Created by R. David Beales for the [Kelvin Smith Library](https://case.edu/library/) at [Case Western Reserve University](https://case.edu) under [Creative Commons CC BY License](https://creativecommons.org/licenses/by/4.0/)<br />
For questions/comments/improvements, email rdb104@case.edu.<br />
___

# Web Scraping: Making a Request and Receiving a Response

**Description:** This lesson explores how to collect multiple connected data points from a web page and store them in a csv file.  

**Use Case:** For Learners (Additional explanation, not ideal for researchers)

**Difficulty:** Beginner

**Completion time:** 60 minutes

**Knowledge Required:** Basic Python

**Knowledge Recommended:** HTML Structure

**Data Format:** `html`, `txt`, `py` 

**Libraries Used:** `requests` 
___

## Project #3: Scraping sets of related information into CSV files.

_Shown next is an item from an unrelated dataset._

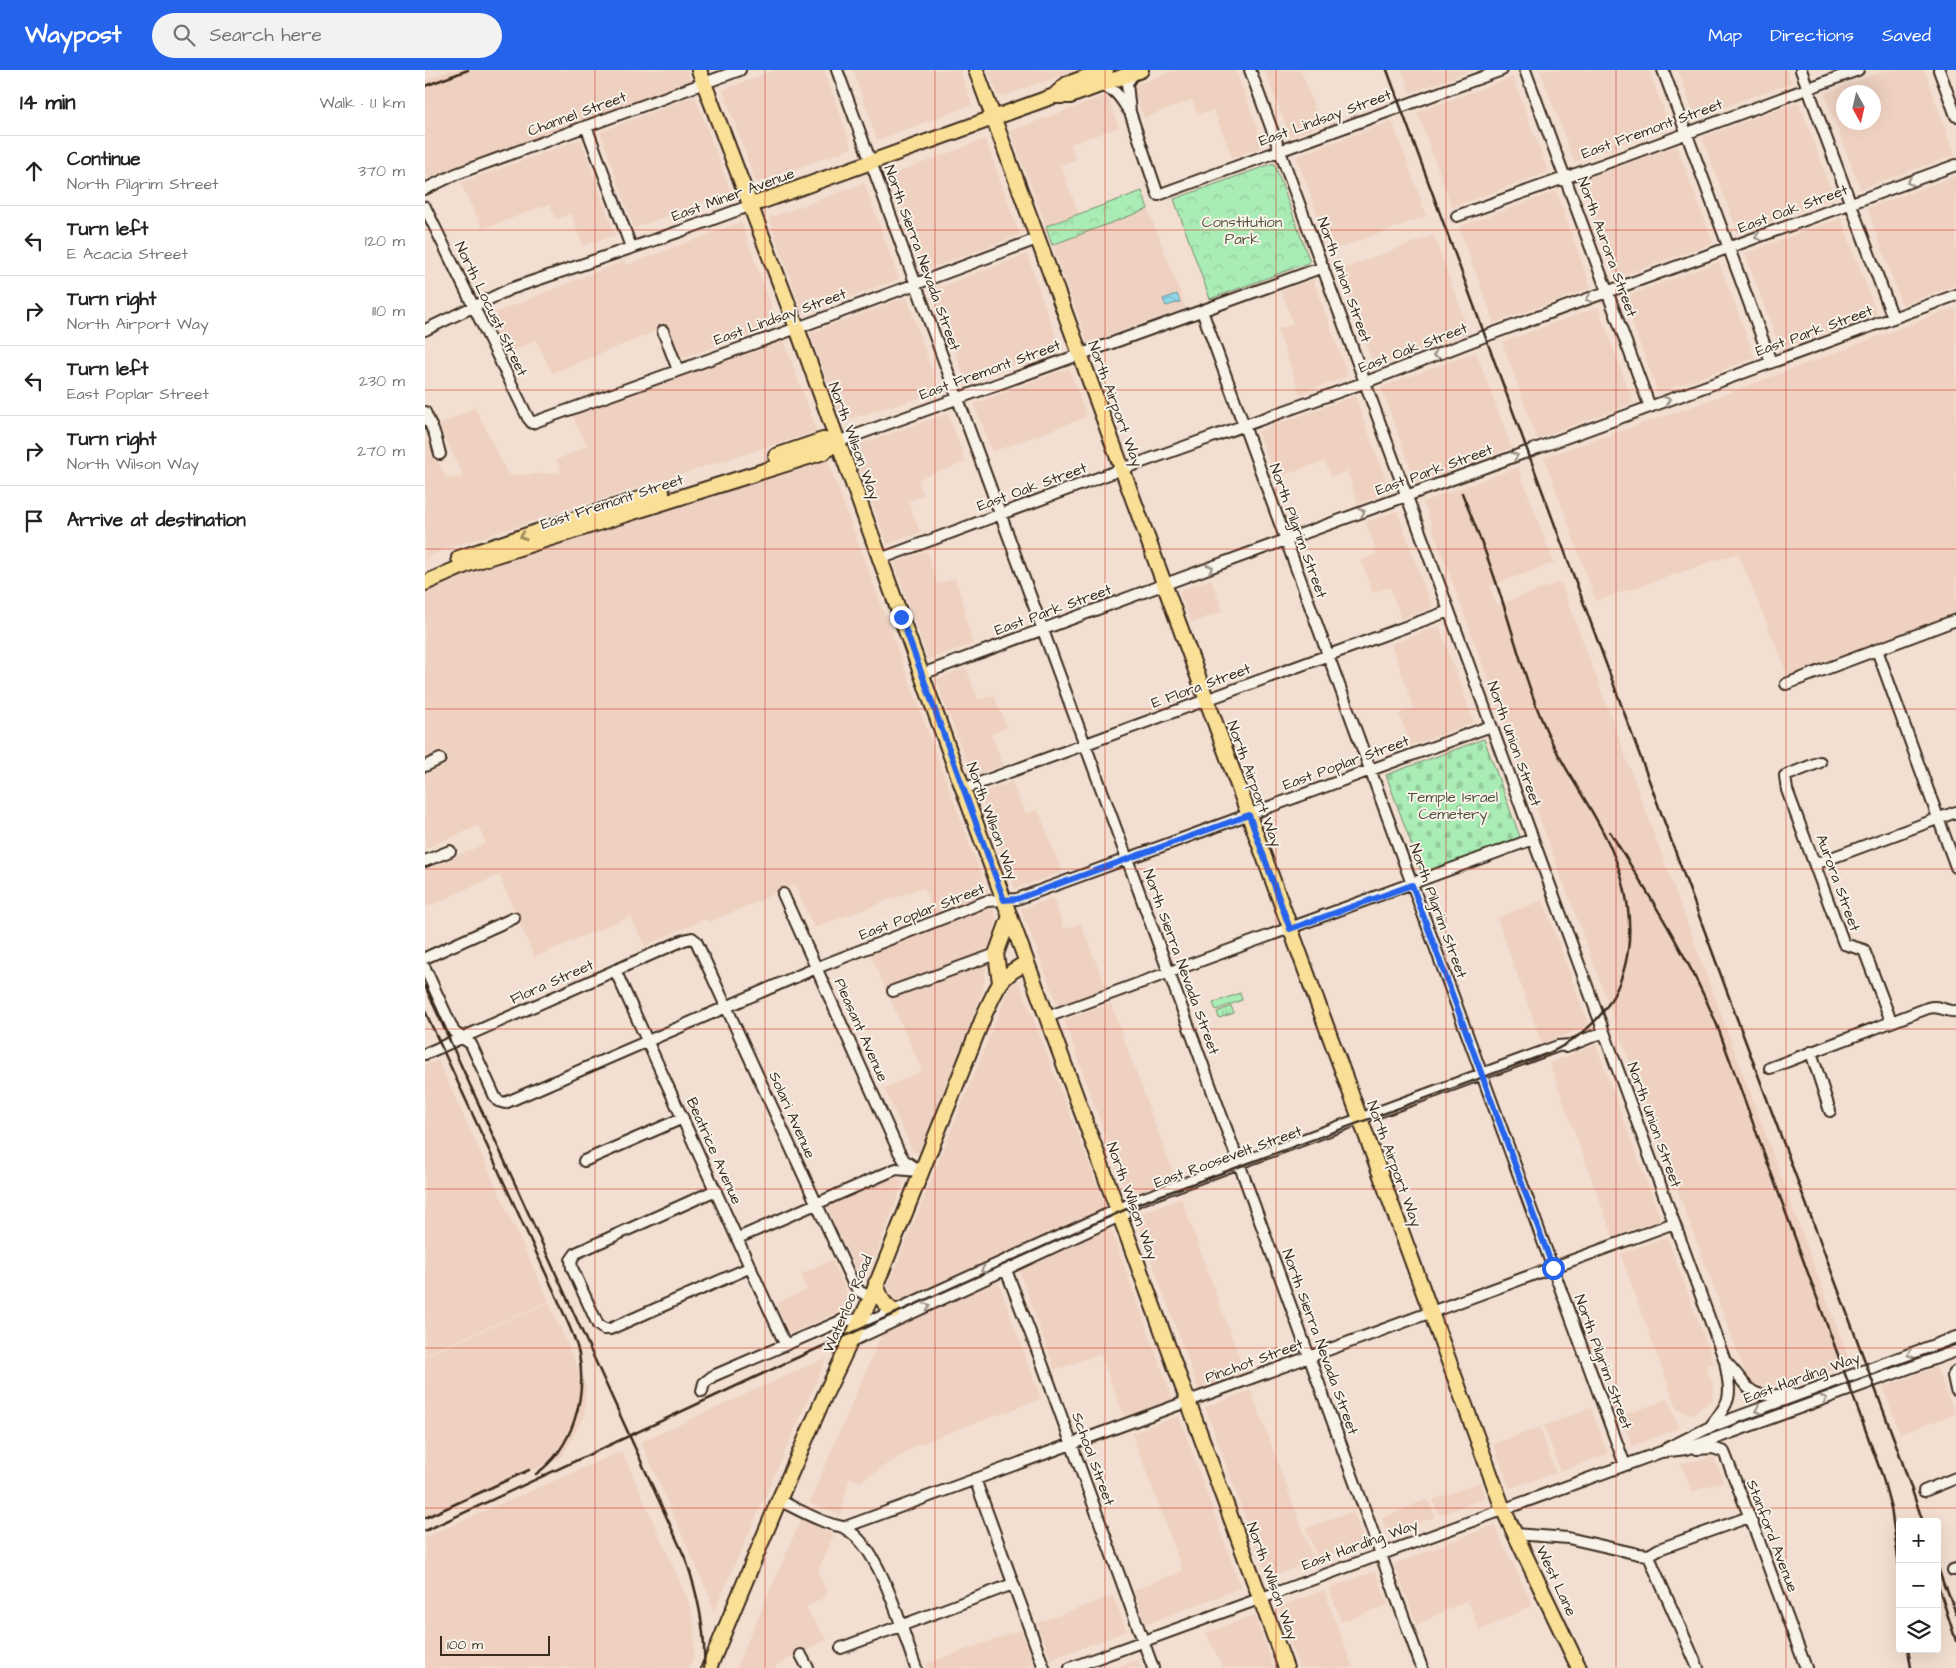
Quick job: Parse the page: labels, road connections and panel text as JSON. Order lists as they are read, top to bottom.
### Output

Build a scraper that collects multiple data points about each book based upon specific criteria.

In this project you will:
1. Determine what data we are able to collect about each book listed in the store.  
2. Use the `Inspect` tool in your web browser to identify the web page struture for those pieces of data. 
3. Understand and use a python script to crawl the web page and extract only the data that meets the classification criteria we identified in steps 1 and 2.
4. Write the data to a csv file. 



### What data is available?

If we look at this screenshot captured from the web page, we can see that there are several intresting pieces of data in addition to the title.  There is the price, the rating, and whether or not the book is in stock.  We could also save the cover images or collect the links to those images, but let's leave those out for right now.  So we are going to try to collect four pieces of data for each book; title, price, rating, stock status.

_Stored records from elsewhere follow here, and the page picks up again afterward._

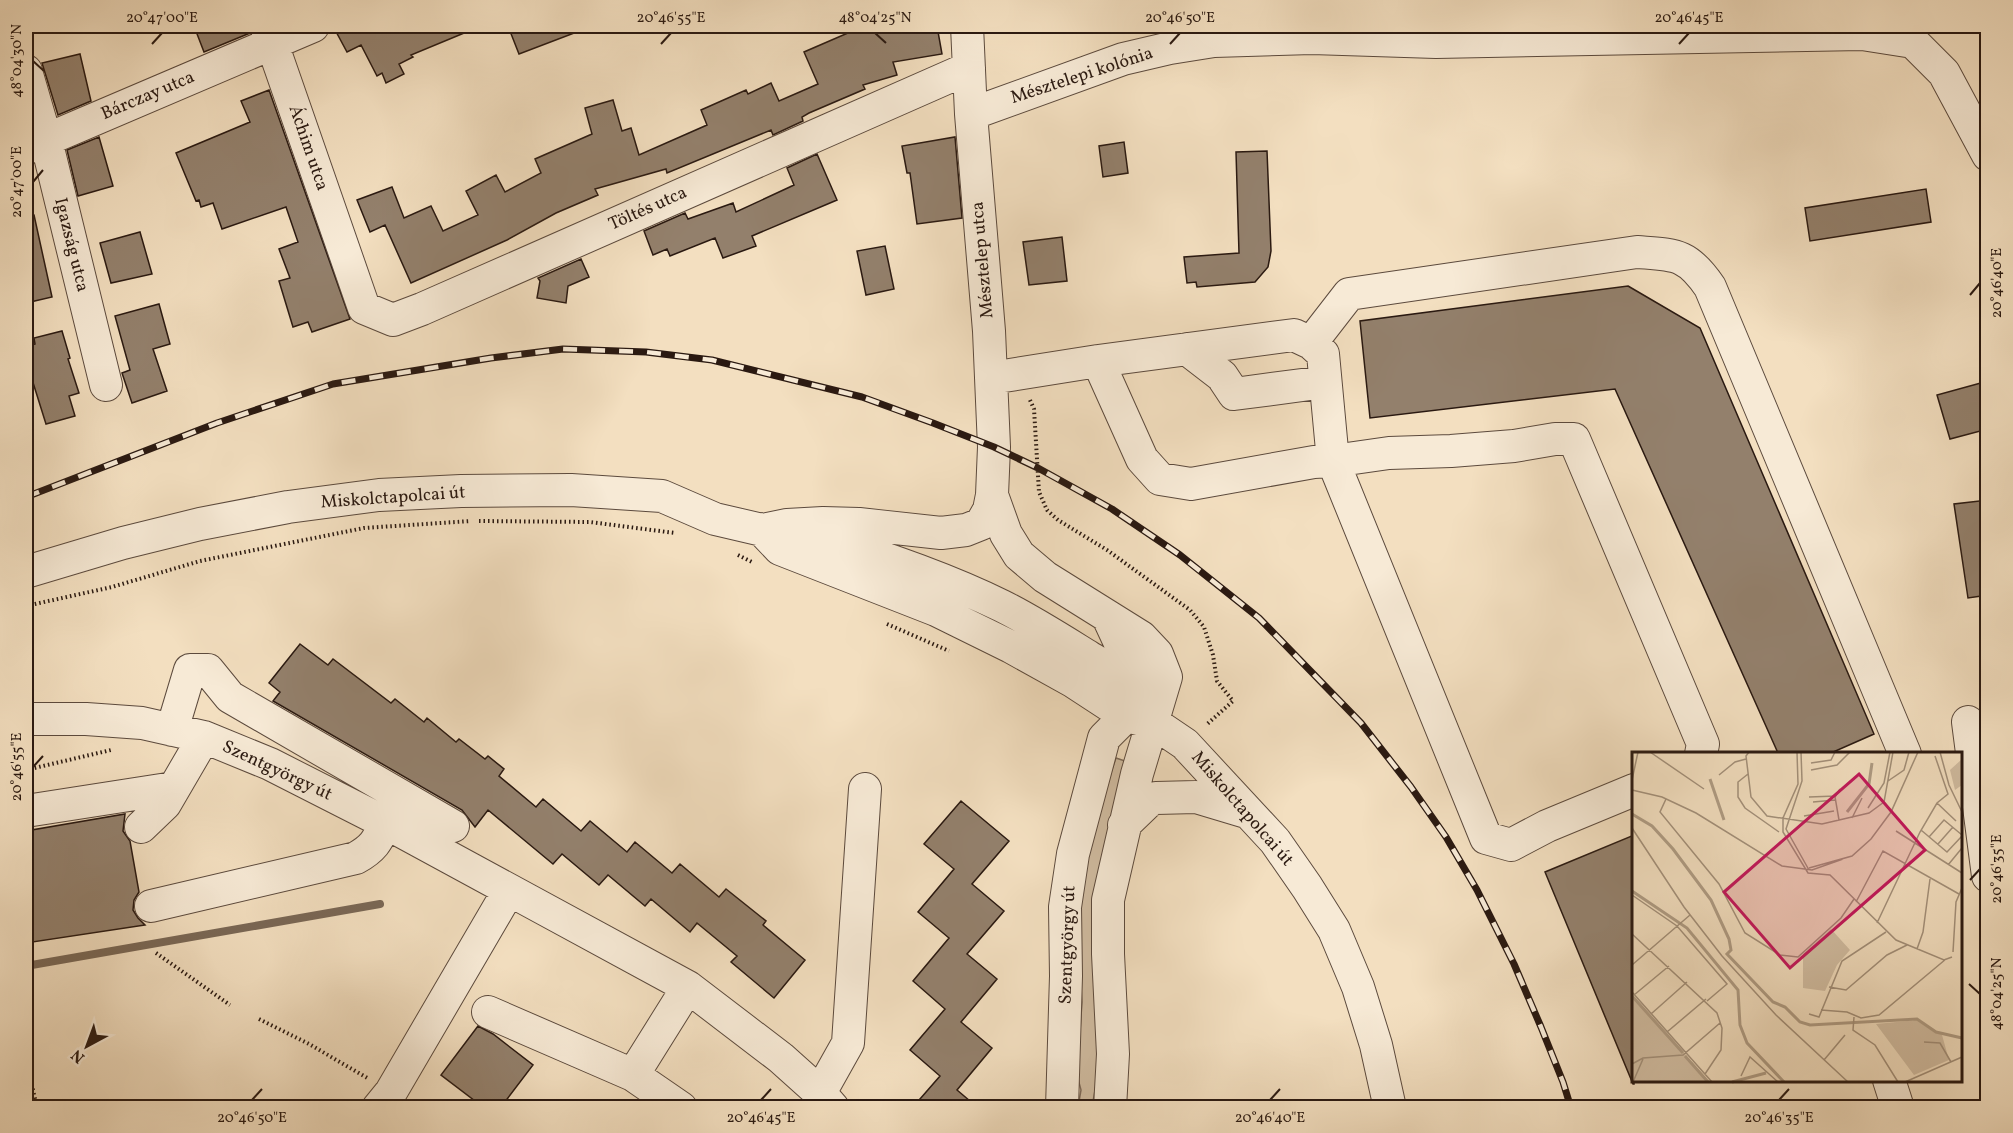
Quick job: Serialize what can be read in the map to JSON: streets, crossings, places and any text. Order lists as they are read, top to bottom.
{
  "streets": {
    "street": [
      "Mésztelepi kolónia",
      "Bárczay utca",
      "Áchim utca",
      "Töltés utca",
      "Igazság utca",
      "Mésztelep utca",
      "Miskolctapolcai út",
      "Szentgyörgy út"
    ]
  },
  "crossings": [
    ["Mésztelepi kolónia", "Mésztelep utca"],
    ["Bárczay utca", "Áchim utca"],
    ["Bárczay utca", "Igazság utca"],
    ["Áchim utca", "Töltés utca"],
    ["Töltés utca", "Mésztelep utca"],
    ["Mésztelep utca", "Miskolctapolcai út"]
  ],
  "north": "bottom left",
  "coordinates": [
    "20°47'00\"E",
    "20°46'55\"E",
    "48°04'25\"N",
    "20°46'50\"E",
    "20°46'45\"E",
    "48°04'30\"N",
    "20°46'40\"E",
    "20°46'35\"E"
  ]
}
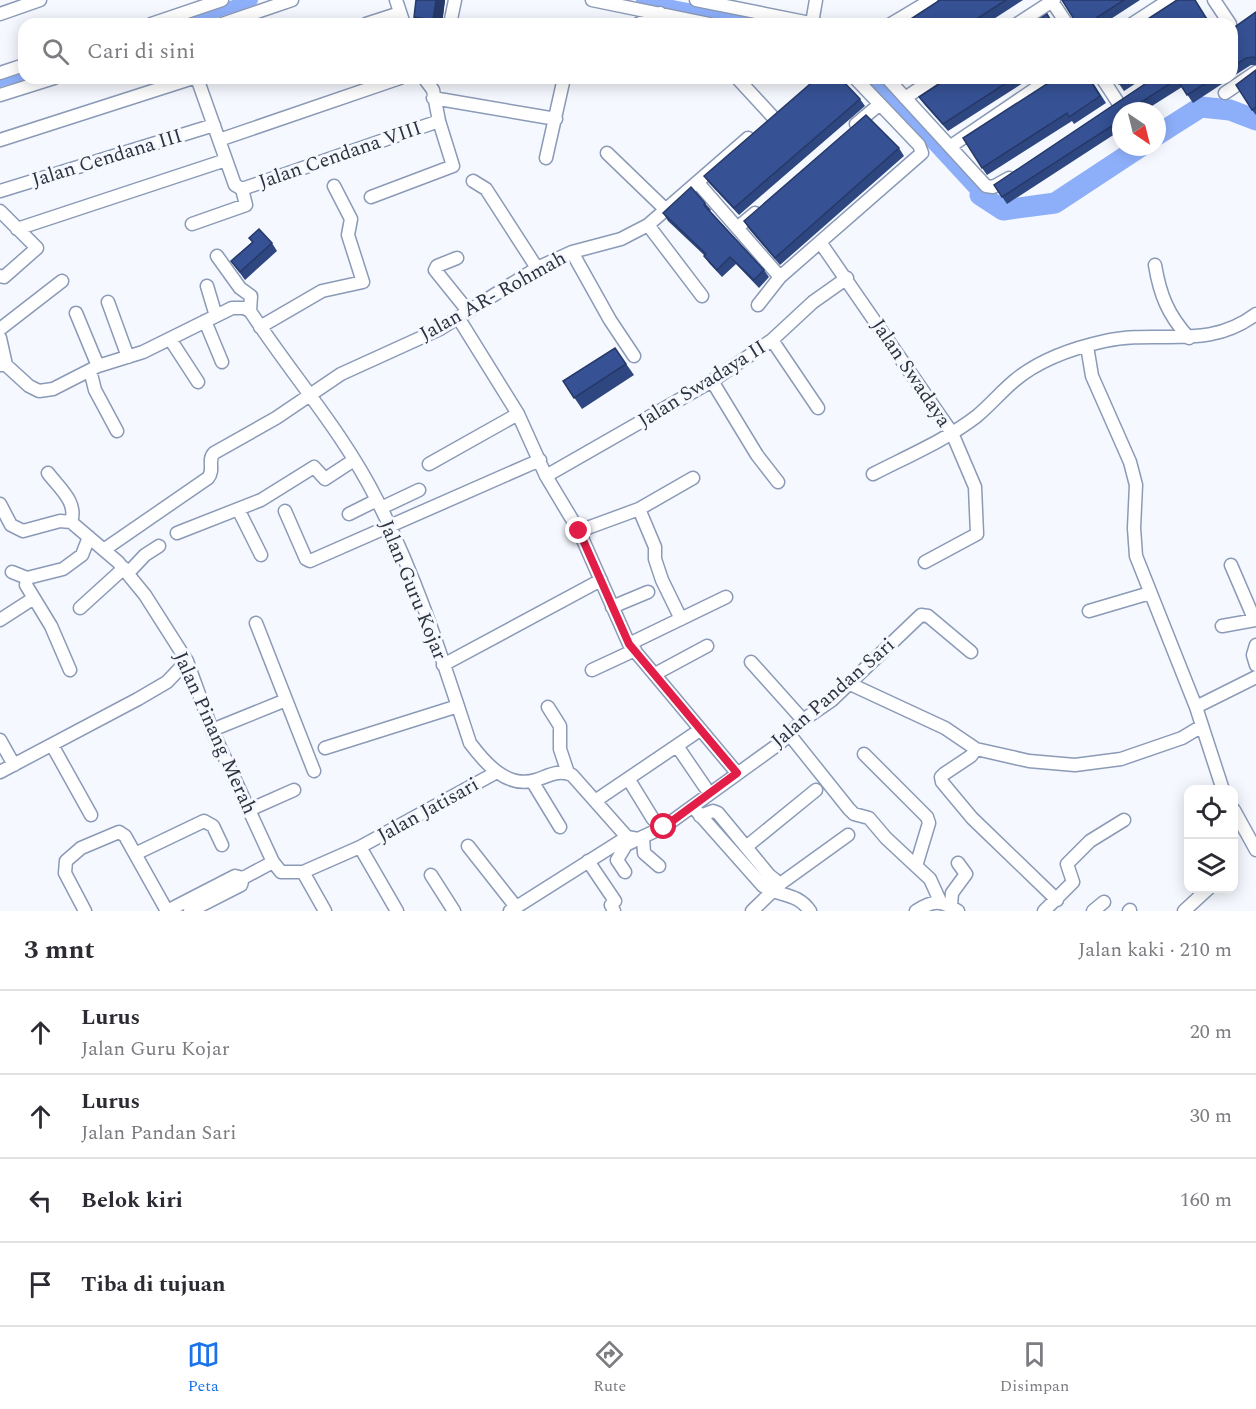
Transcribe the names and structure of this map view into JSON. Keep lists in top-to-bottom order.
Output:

![title](img/booklisting.png)    

We'll get started the same way we have in the last few lessons, importing packages! 

In [2]:
from bs4 import BeautifulSoup
import requests  #https://requests.readthedocs.io/

Next, just like before, use requests to get the content of the website, store it in a variable, and then use BeautifulSoup to parse that content into the "soup" we can analyze.  

In [3]:
# 1.Fetch the page
results = requests.get("https://books.toscrape.com/")

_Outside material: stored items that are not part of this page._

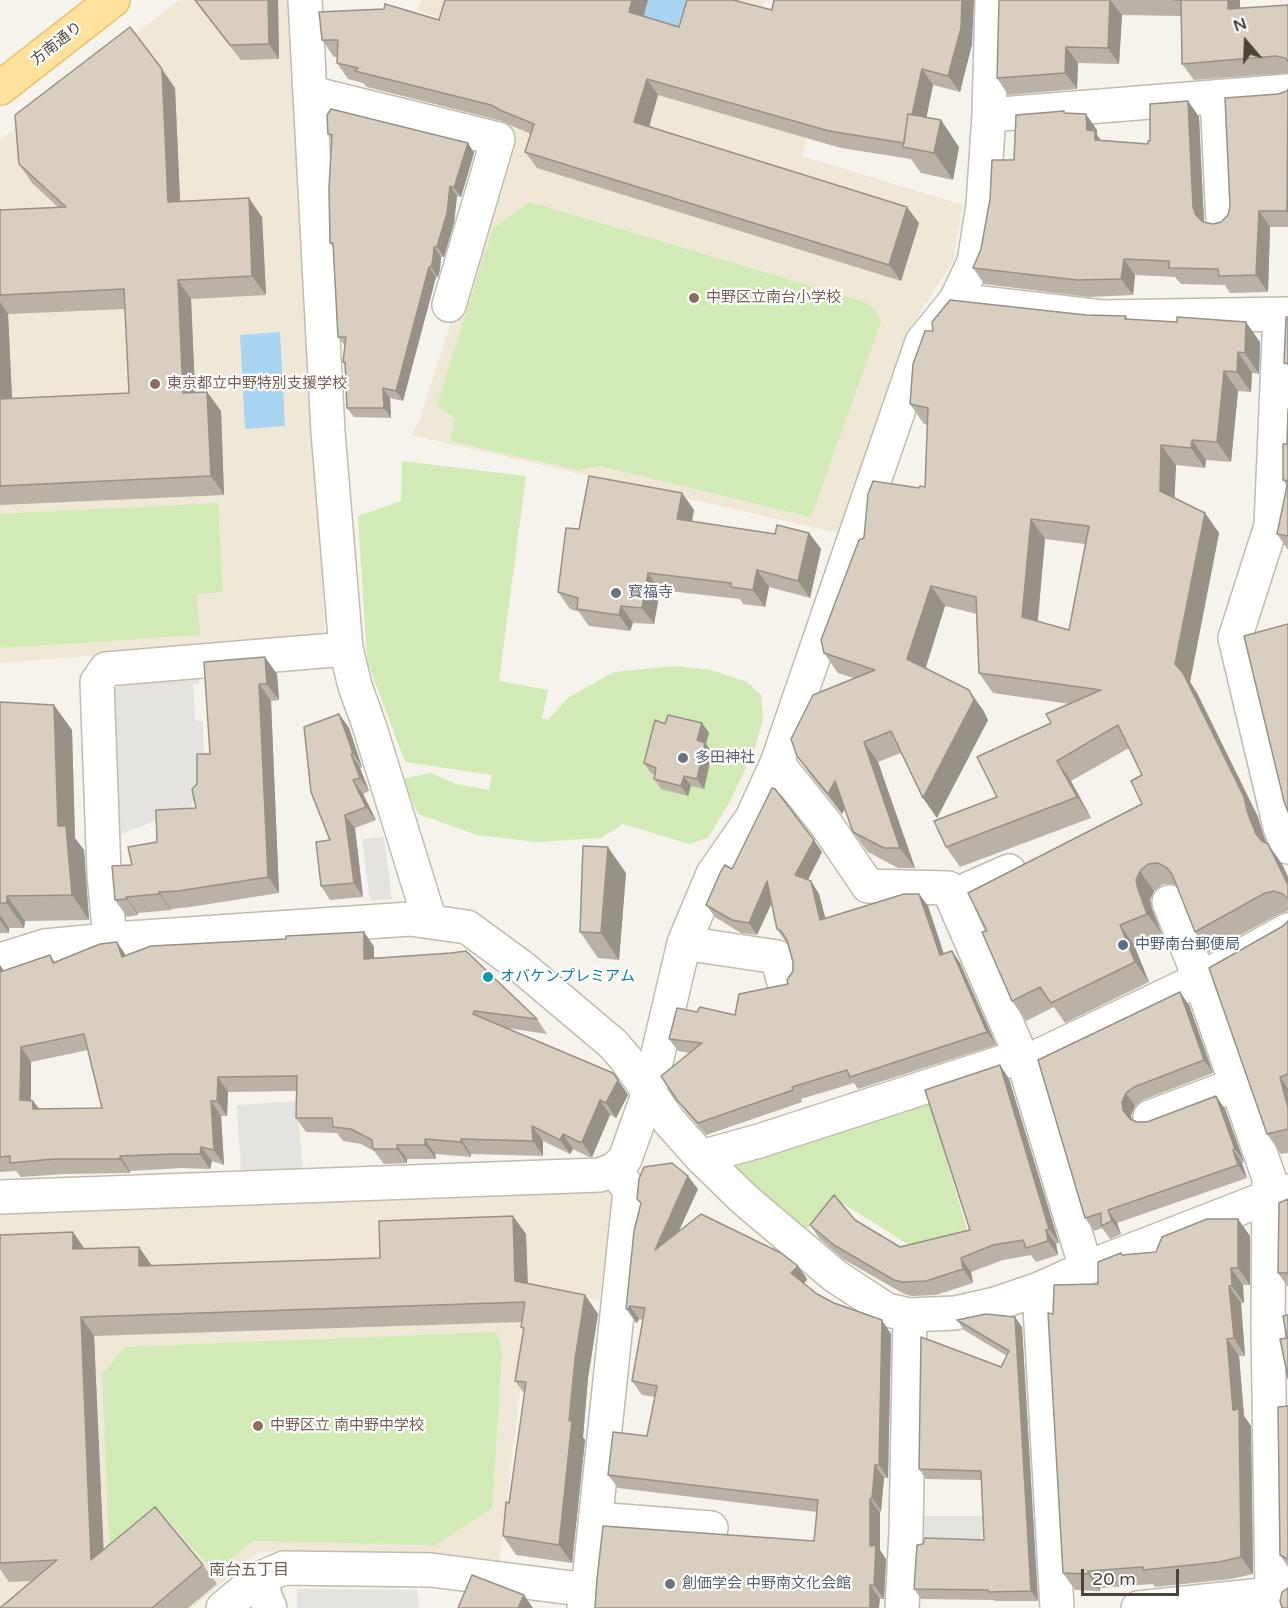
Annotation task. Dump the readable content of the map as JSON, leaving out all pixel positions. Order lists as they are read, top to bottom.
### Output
{
  "streets": {
    "main road": ["方南通り"]
  },
  "districts": ["南台五丁目"],
  "places": [
    "中野区立南台小学校",
    "東京都立中野特別支援学校",
    "寳福寺",
    "多田神社",
    "中野南台郵便局",
    "オバケンプレミアム",
    "中野区立 南中野中学校",
    "創価学会 中野南文化会館"
  ],
  "scale_bar": "20 m",
  "north": "top"
}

# 2.Get the page content and assign it to the varaible 'content'
content = results.text

# 3. Create the soup
soup = BeautifulSoup(content, "lxml")

Now let's take a look at the html structure of the page so we can determine how we can identify each piece of information to scrape.  

Each book's information is presenteed in an `article` element with the `class=product_pod`.  We can use `find_all` to find all of these `article` elements and then scrape the data we need from each one.  

`articles = soup.find_all('article', class_='product_pod')`

As we determinded in the last lesson, the title is contained in the `h3` element.  

`title = article.find('h3').find('a')['title']`

We can see the price data is contained in a `p` element with `class=price_color`.    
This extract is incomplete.